If you're going to have a bunch of equipment for your entertainment zone run a larger conduit from the cabinet area to the TV mount area.  Have several HDMI cables, Coax, and Ethernet running to the TV set.  That will cover everything.  Modern cable boxes use HDMI for the best picture, Coax or component cables as a second choice.  So the coax from the cable box to the TV is probably redundant.  BluRay uses HDMI, VCRs are pretty much obsolete so I wouldn't base any decisions on that technology coming back, same with a DVD player.  BluRay as part of a gaming system and streaming are where the industry is going.


----------



## dashpilot (Jul 13, 2016)

kok328 said:


> That's what we are trying to tell you. If it looks like only one cable is required for today's technology then just run one. If that changes you'll have a string to pull another.



See I'm a little dense, now that you spelled it out, that makes it a little easier to understand. 



Sparky617 said:


> Earlier versions of satellite TV used two coax cables.  Now satellite and cable use just one.  If you want to future proof I would home run everything to a central location.  By home running the coax to a central point you can reduce the need to have daisy chained splitters on the coax runs, that is the biggest signal killer out there.  One 8x1 splitter is way better than several 1x4's. Coax, ethernet (cat 5+) and phone.  Even if you don't want to put a TV or a computer in a given room run the cables.  That said, more and more stuff will connect via WiFi so you won't have to have a physical cable everywhere.  If your house is large you may want to have two WiFi routers to give you better coverage.  I have one in my bonus room on the second floor and one in the kitchen on the first.  I get a solid signal throughout my 2500+ square feet of conditioned living space and good coverage in my basement and around the yard.

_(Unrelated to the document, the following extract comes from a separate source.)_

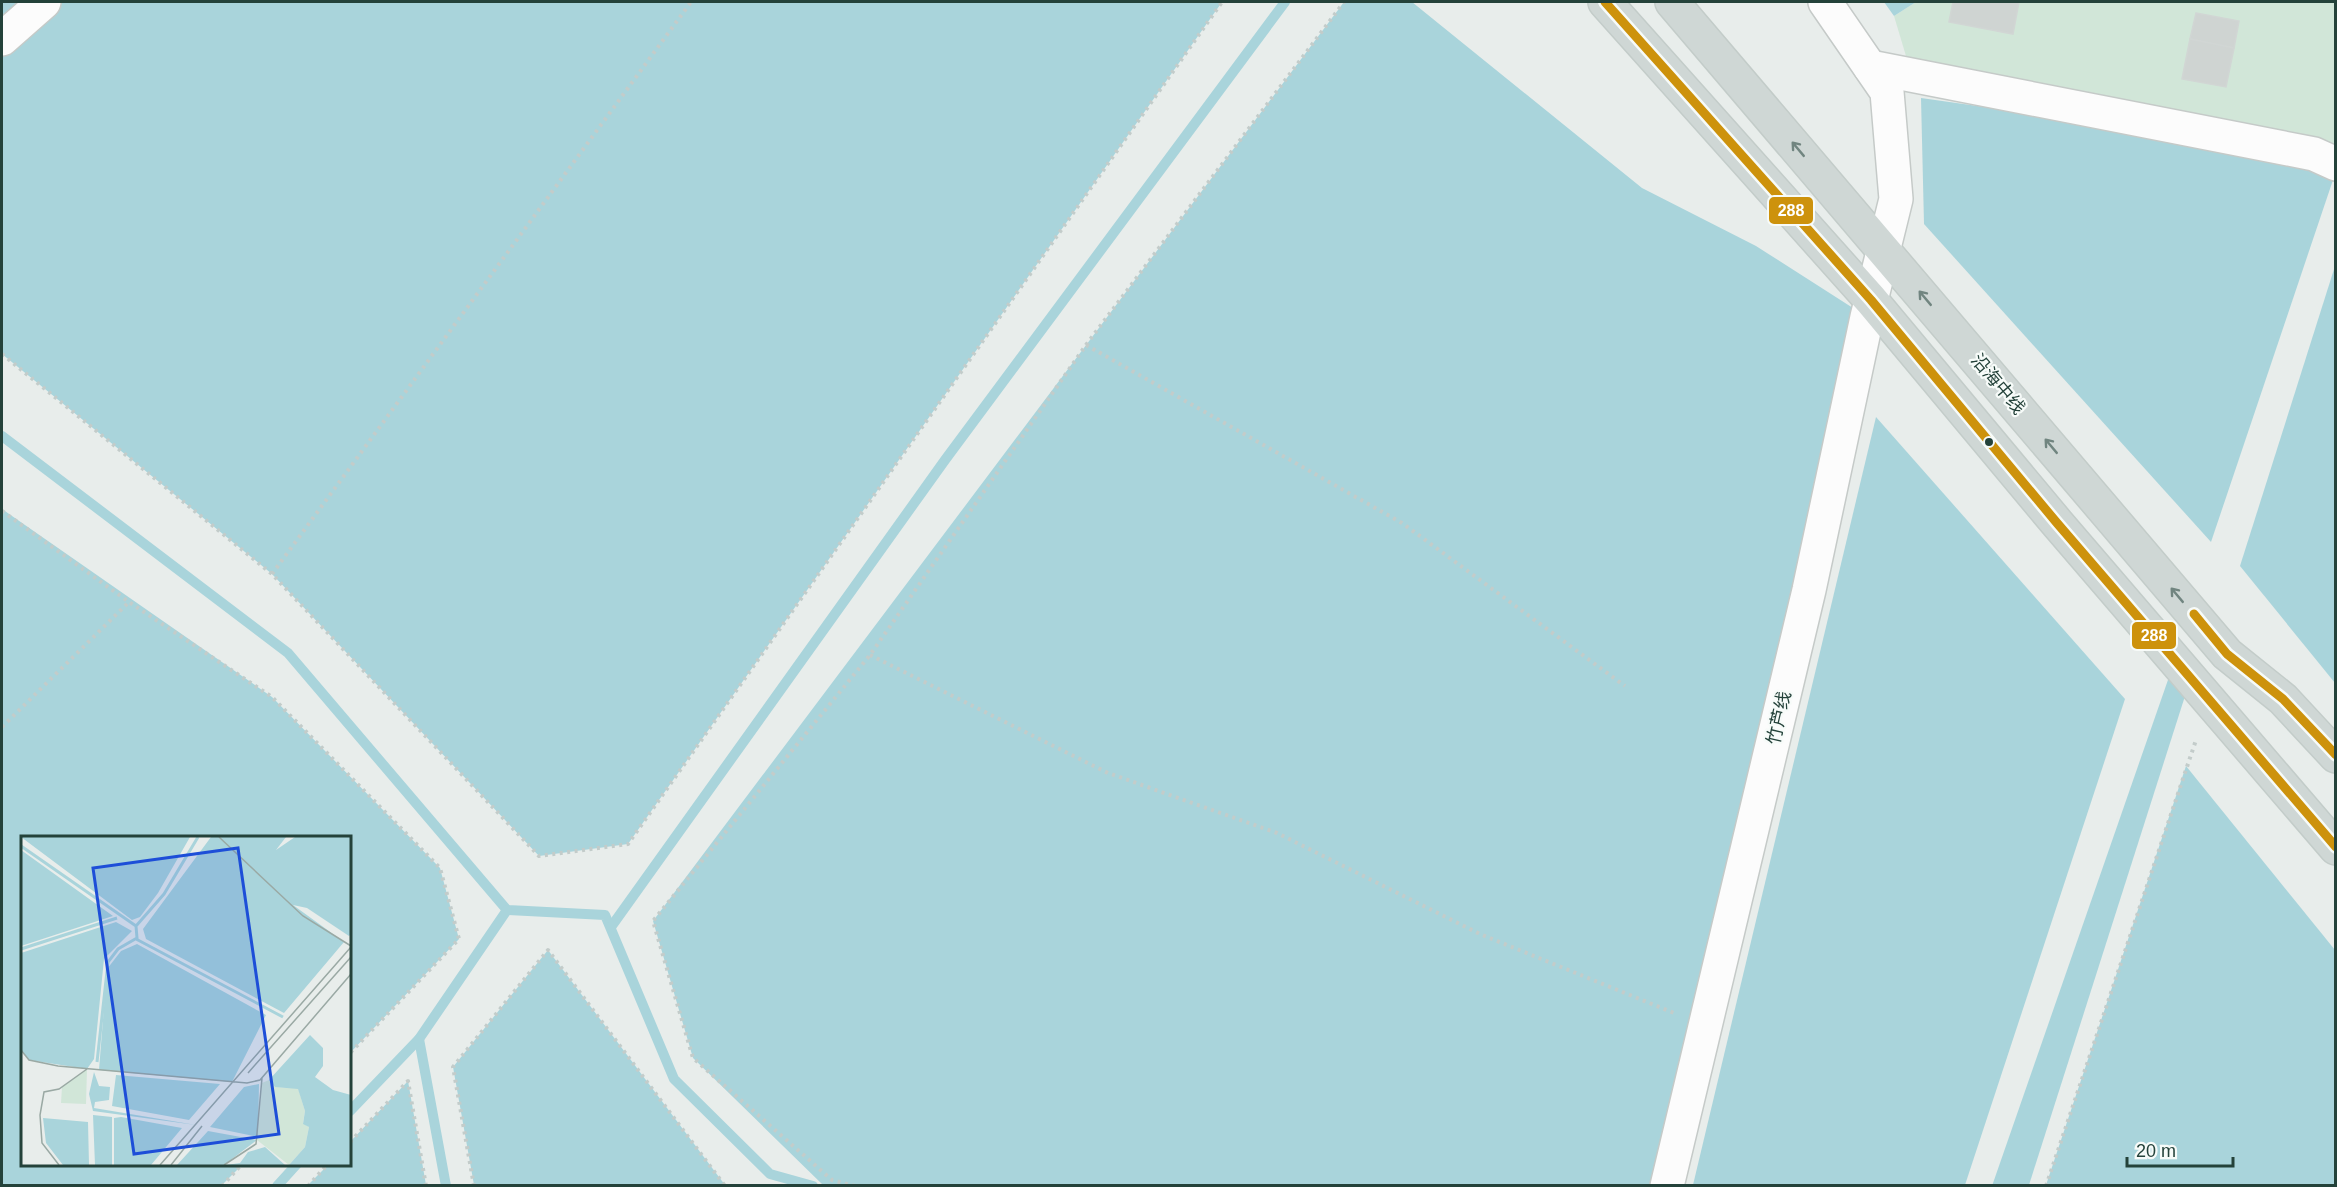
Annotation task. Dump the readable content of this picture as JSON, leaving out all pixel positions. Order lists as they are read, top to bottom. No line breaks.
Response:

I'm actually a little anti-WiFi. well not really, I like Wifi for things that move, but if stuff stays put I'd rather have a wired connection.  In my current setup I actually have three access points, one on each end, and then one in the middle of my house, they are hung high on the wall of the basement and give super good 2.4 signal any where.  The 5.0 you can still find places where you don't have all bars. 

Thanks all for the help.


----------



## slownsteady (Jul 13, 2016)

Run extra Cat6 cable if you can. Almost everything else is near obsolete already. HDMI cables tend to be difficult to pull because of the connectors, so you could put a spare in places that require it.


----------